| ABOUT THIS TASK |
Nothing in the records may be left out; restate them word for word.

********

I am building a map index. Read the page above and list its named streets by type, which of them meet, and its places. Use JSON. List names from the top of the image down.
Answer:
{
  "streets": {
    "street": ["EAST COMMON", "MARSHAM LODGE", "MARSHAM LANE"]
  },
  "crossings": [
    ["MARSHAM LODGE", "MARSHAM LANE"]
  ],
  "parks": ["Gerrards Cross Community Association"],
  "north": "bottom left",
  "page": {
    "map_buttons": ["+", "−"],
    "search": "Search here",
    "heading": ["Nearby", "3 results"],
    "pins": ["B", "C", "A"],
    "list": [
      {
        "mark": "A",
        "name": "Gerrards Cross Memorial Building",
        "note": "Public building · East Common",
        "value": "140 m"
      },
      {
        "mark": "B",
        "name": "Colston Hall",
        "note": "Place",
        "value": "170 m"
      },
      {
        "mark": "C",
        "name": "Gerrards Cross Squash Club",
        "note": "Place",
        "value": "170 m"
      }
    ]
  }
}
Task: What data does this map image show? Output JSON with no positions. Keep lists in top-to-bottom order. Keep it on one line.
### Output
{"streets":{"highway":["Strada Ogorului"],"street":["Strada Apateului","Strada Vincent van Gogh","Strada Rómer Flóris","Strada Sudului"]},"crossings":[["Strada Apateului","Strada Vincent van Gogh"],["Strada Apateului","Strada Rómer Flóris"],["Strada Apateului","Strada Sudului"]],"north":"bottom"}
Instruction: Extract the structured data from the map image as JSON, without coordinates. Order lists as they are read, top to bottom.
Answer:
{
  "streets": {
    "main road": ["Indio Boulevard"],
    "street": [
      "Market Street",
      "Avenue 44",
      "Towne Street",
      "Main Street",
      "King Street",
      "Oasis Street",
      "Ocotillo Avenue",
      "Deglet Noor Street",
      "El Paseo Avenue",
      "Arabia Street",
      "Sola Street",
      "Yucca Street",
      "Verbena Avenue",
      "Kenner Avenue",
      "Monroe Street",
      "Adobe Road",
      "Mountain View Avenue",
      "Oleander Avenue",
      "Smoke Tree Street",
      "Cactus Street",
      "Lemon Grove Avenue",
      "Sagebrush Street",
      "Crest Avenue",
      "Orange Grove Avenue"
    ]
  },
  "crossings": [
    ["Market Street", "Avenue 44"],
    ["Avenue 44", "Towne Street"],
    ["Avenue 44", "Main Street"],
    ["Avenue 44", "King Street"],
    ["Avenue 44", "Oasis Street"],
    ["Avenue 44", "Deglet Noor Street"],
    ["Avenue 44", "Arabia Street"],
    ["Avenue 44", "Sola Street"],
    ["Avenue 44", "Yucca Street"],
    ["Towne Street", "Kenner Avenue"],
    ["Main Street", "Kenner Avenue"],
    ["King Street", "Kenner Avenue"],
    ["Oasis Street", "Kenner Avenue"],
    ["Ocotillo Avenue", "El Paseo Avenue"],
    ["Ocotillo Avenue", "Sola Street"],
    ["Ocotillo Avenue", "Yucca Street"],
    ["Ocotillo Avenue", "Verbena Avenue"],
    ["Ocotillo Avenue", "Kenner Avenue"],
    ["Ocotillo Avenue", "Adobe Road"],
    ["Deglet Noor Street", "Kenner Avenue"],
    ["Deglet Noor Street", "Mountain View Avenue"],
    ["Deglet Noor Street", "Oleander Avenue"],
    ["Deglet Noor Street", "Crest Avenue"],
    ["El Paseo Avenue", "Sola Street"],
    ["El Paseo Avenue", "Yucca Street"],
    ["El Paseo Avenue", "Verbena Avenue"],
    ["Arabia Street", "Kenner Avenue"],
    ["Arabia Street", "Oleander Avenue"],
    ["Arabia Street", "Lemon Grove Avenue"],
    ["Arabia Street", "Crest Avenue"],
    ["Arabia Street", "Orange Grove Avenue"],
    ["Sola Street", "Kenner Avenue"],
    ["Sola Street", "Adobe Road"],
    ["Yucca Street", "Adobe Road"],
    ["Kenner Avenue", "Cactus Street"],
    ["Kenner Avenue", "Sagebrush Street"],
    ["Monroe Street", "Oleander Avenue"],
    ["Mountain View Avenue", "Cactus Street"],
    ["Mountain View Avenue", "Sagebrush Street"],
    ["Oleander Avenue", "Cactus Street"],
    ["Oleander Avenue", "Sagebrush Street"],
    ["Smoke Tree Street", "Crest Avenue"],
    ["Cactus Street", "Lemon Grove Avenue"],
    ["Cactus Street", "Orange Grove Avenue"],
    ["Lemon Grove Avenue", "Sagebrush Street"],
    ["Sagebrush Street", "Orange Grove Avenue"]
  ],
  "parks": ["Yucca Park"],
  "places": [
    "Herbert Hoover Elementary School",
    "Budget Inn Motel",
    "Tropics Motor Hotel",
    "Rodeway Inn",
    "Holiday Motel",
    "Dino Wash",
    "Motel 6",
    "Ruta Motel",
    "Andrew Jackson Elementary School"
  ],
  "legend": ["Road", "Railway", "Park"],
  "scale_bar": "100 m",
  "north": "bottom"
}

********

| RESPONSE FOR THIS EXERCISE |
I am building a map index. Read the page above and list its named streets by type, which of them meet, and its places. Use JSON. List names from the top of the image down.
Answer:
{
  "streets": {
    "street": ["EAST COMMON", "MARSHAM LODGE", "MARSHAM LANE"]
  },
  "crossings": [
    ["MARSHAM LODGE", "MARSHAM LANE"]
  ],
  "parks": ["Gerrards Cross Community Association"],
  "north": "bottom left",
  "page": {
    "map_buttons": ["+", "−"],
    "search": "Search here",
    "heading": ["Nearby", "3 results"],
    "pins": ["B", "C", "A"],
    "list": [
      {
        "mark": "A",
        "name": "Gerrards Cross Memorial Building",
        "note": "Public building · East Common",
        "value": "140 m"
      },
      {
        "mark": "B",
        "name": "Colston Hall",
        "note": "Place",
        "value": "170 m"
      },
      {
        "mark": "C",
        "name": "Gerrards Cross Squash Club",
        "note": "Place",
        "value": "170 m"
      }
    ]
  }
}
Task: What data does this map image show? Output JSON with no positions. Keep lists in top-to-bottom order. Keep it on one line.
### Output
{"streets":{"highway":["Strada Ogorului"],"street":["Strada Apateului","Strada Vincent van Gogh","Strada Rómer Flóris","Strada Sudului"]},"crossings":[["Strada Apateului","Strada Vincent van Gogh"],["Strada Apateului","Strada Rómer Flóris"],["Strada Apateului","Strada Sudului"]],"north":"bottom"}
Instruction: Extract the structured data from the map image as JSON, without coordinates. Order lists as they are read, top to bottom.
Answer:
{
  "streets": {
    "main road": ["Indio Boulevard"],
    "street": [
      "Market Street",
      "Avenue 44",
      "Towne Street",
      "Main Street",
      "King Street",
      "Oasis Street",
      "Ocotillo Avenue",
      "Deglet Noor Street",
      "El Paseo Avenue",
      "Arabia Street",
      "Sola Street",
      "Yucca Street",
      "Verbena Avenue",
      "Kenner Avenue",
      "Monroe Street",
      "Adobe Road",
      "Mountain View Avenue",
      "Oleander Avenue",
      "Smoke Tree Street",
      "Cactus Street",
      "Lemon Grove Avenue",
      "Sagebrush Street",
      "Crest Avenue",
      "Orange Grove Avenue"
    ]
  },
  "crossings": [
    ["Market Street", "Avenue 44"],
    ["Avenue 44", "Towne Street"],
    ["Avenue 44", "Main Street"],
    ["Avenue 44", "King Street"],
    ["Avenue 44", "Oasis Street"],
    ["Avenue 44", "Deglet Noor Street"],
    ["Avenue 44", "Arabia Street"],
    ["Avenue 44", "Sola Street"],
    ["Avenue 44", "Yucca Street"],
    ["Towne Street", "Kenner Avenue"],
    ["Main Street", "Kenner Avenue"],
    ["King Street", "Kenner Avenue"],
    ["Oasis Street", "Kenner Avenue"],
    ["Ocotillo Avenue", "El Paseo Avenue"],
    ["Ocotillo Avenue", "Sola Street"],
    ["Ocotillo Avenue", "Yucca Street"],
    ["Ocotillo Avenue", "Verbena Avenue"],
    ["Ocotillo Avenue", "Kenner Avenue"],
    ["Ocotillo Avenue", "Adobe Road"],
    ["Deglet Noor Street", "Kenner Avenue"],
    ["Deglet Noor Street", "Mountain View Avenue"],
    ["Deglet Noor Street", "Oleander Avenue"],
    ["Deglet Noor Street", "Crest Avenue"],
    ["El Paseo Avenue", "Sola Street"],
    ["El Paseo Avenue", "Yucca Street"],
    ["El Paseo Avenue", "Verbena Avenue"],
    ["Arabia Street", "Kenner Avenue"],
    ["Arabia Street", "Oleander Avenue"],
    ["Arabia Street", "Lemon Grove Avenue"],
    ["Arabia Street", "Crest Avenue"],
    ["Arabia Street", "Orange Grove Avenue"],
    ["Sola Street", "Kenner Avenue"],
    ["Sola Street", "Adobe Road"],
    ["Yucca Street", "Adobe Road"],
    ["Kenner Avenue", "Cactus Street"],
    ["Kenner Avenue", "Sagebrush Street"],
    ["Monroe Street", "Oleander Avenue"],
    ["Mountain View Avenue", "Cactus Street"],
    ["Mountain View Avenue", "Sagebrush Street"],
    ["Oleander Avenue", "Cactus Street"],
    ["Oleander Avenue", "Sagebrush Street"],
    ["Smoke Tree Street", "Crest Avenue"],
    ["Cactus Street", "Lemon Grove Avenue"],
    ["Cactus Street", "Orange Grove Avenue"],
    ["Lemon Grove Avenue", "Sagebrush Street"],
    ["Sagebrush Street", "Orange Grove Avenue"]
  ],
  "parks": ["Yucca Park"],
  "places": [
    "Herbert Hoover Elementary School",
    "Budget Inn Motel",
    "Tropics Motor Hotel",
    "Rodeway Inn",
    "Holiday Motel",
    "Dino Wash",
    "Motel 6",
    "Ruta Motel",
    "Andrew Jackson Elementary School"
  ],
  "legend": ["Road", "Railway", "Park"],
  "scale_bar": "100 m",
  "north": "bottom"
}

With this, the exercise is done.